# The Royal Game of Ur



## night_wrtr (Jun 5, 2017)

Fun video of Irving Finkel of the British Museum playing The Royal Game of Ur against Tom Scott. Finkel adds some interesting tidbits of history along the way and its fun to watch this ancient game being played.

I also think Finkel is hilarious.


----------



## Venusian Broon (Jun 5, 2017)

night_wrtr said:


> Fun video of Irving Finkel of the British Museum playing The Royal Game of Ur against Tom Scott. Finkel adds some interesting tidbits of history along the way and its fun to watch this ancient game being played.
> 
> I also think Finkel is hilarious.



It's a nice video, saw it a while back.

Oddly enough I first came across this game in _Tomb Raider: The Last Revelation _in 1999 on my PS1. You have to beat the computer, and the rules were basically the same as those played there.
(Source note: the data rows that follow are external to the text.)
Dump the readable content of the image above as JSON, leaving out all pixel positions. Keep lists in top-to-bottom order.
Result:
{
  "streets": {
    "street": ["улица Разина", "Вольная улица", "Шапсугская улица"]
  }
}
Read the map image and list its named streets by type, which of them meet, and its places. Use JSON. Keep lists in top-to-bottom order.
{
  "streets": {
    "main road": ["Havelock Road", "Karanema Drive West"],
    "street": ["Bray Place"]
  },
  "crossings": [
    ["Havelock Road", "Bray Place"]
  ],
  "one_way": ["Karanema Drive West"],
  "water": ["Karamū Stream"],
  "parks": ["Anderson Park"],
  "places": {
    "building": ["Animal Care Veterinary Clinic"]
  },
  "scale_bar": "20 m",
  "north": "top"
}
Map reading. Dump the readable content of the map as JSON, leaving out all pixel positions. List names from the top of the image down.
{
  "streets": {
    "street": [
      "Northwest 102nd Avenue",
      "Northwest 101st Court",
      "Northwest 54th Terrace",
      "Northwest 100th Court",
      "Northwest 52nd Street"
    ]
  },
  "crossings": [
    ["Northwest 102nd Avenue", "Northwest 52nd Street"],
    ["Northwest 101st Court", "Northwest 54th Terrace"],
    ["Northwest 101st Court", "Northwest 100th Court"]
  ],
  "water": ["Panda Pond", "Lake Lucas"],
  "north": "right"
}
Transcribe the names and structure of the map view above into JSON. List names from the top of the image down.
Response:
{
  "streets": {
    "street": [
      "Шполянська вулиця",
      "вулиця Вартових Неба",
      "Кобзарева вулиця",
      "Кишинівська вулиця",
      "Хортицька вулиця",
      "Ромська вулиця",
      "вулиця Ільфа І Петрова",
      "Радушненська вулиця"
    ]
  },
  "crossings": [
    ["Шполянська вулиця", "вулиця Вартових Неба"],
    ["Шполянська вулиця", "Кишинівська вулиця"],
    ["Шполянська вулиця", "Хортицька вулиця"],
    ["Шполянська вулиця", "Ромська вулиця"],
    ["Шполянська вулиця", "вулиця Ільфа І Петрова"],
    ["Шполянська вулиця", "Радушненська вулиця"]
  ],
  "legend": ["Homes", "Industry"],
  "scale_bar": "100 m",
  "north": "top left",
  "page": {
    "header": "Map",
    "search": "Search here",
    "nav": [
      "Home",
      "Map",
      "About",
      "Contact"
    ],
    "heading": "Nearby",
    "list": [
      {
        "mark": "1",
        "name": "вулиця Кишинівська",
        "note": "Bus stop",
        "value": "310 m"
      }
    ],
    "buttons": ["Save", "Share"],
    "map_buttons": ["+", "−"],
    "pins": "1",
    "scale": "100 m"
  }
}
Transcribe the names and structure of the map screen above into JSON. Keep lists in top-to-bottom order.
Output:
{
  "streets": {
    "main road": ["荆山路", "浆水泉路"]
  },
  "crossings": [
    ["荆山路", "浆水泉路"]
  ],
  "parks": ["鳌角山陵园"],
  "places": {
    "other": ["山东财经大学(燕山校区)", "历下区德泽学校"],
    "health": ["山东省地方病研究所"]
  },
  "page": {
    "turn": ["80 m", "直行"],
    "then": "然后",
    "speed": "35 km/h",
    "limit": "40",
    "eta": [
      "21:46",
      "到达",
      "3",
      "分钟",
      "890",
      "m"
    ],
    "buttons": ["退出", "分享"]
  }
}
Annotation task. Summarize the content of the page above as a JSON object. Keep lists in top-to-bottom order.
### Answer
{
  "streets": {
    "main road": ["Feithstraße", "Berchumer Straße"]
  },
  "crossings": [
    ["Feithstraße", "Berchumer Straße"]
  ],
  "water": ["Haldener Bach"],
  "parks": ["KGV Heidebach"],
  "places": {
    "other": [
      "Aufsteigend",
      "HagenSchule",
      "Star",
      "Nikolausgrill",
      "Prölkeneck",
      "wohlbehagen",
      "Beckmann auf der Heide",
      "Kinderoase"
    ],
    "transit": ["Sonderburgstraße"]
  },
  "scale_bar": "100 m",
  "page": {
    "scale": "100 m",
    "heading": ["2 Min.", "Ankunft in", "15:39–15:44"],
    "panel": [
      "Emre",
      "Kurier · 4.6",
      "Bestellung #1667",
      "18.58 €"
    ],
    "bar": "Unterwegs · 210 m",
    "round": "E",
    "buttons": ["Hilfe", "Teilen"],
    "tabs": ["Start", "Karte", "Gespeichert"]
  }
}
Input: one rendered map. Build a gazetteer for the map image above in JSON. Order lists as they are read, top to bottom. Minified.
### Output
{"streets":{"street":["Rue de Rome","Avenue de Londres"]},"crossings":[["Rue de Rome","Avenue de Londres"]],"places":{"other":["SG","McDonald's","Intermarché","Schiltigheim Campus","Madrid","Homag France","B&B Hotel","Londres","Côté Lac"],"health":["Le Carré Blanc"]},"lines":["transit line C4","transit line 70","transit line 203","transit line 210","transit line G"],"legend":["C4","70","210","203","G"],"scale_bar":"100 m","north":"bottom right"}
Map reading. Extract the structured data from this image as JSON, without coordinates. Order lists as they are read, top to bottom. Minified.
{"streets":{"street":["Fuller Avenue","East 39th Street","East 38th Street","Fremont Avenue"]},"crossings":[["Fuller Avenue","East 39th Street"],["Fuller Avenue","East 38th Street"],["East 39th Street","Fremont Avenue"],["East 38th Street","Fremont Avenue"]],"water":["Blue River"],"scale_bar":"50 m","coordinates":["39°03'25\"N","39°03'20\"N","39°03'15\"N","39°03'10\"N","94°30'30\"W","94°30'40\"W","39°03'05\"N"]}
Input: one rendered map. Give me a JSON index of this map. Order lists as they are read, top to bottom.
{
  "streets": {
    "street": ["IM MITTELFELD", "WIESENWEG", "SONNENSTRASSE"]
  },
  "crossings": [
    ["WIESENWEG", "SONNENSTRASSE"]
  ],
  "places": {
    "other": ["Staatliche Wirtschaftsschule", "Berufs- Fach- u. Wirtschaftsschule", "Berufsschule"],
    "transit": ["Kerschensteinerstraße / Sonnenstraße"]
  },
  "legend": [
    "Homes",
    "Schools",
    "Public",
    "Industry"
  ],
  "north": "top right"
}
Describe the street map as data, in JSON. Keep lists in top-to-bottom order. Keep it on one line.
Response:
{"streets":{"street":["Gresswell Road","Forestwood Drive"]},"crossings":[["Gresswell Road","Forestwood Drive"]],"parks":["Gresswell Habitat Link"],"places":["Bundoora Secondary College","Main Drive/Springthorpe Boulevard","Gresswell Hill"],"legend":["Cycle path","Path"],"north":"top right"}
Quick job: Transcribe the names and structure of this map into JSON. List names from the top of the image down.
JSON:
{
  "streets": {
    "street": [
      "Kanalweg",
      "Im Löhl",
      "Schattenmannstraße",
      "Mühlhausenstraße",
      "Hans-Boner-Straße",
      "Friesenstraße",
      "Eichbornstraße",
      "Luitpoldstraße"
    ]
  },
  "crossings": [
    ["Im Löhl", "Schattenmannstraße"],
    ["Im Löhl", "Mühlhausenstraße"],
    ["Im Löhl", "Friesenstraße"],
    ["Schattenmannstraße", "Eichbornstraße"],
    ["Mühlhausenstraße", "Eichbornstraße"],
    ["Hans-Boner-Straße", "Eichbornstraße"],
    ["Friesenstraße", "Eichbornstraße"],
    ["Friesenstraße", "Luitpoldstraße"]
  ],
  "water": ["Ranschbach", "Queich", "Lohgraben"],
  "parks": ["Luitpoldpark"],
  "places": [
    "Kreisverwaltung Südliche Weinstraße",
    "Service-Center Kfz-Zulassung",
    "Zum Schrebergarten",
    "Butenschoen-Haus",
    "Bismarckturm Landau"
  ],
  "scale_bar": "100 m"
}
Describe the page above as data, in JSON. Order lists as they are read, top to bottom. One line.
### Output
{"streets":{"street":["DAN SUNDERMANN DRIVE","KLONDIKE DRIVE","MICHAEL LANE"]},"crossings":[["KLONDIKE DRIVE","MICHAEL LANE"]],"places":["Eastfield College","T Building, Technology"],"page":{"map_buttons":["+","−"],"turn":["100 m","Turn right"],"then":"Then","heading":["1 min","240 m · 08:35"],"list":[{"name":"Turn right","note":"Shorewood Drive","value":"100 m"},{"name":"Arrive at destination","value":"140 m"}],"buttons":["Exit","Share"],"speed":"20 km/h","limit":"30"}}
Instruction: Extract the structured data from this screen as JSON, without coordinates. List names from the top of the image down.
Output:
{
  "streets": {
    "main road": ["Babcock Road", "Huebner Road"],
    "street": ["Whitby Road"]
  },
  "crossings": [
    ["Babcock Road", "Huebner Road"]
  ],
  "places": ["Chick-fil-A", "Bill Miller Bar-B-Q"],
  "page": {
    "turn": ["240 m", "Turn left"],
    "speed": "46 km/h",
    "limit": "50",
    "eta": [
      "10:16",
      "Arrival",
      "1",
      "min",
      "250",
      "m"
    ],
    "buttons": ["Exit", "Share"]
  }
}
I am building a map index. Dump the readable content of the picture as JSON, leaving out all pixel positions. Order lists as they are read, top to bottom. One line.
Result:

So clearly Irving Finkel had found the extended and advanced rules, 'cause we must have known roughly how it to play it a while back! (Perhaps a bit like Monopoly today everyone in the past just added on loads of extra rules to make the basic game more exciting )


----------



## night_wrtr (Jun 5, 2017)

I definitely need to get my hands on one of those replicas.


----------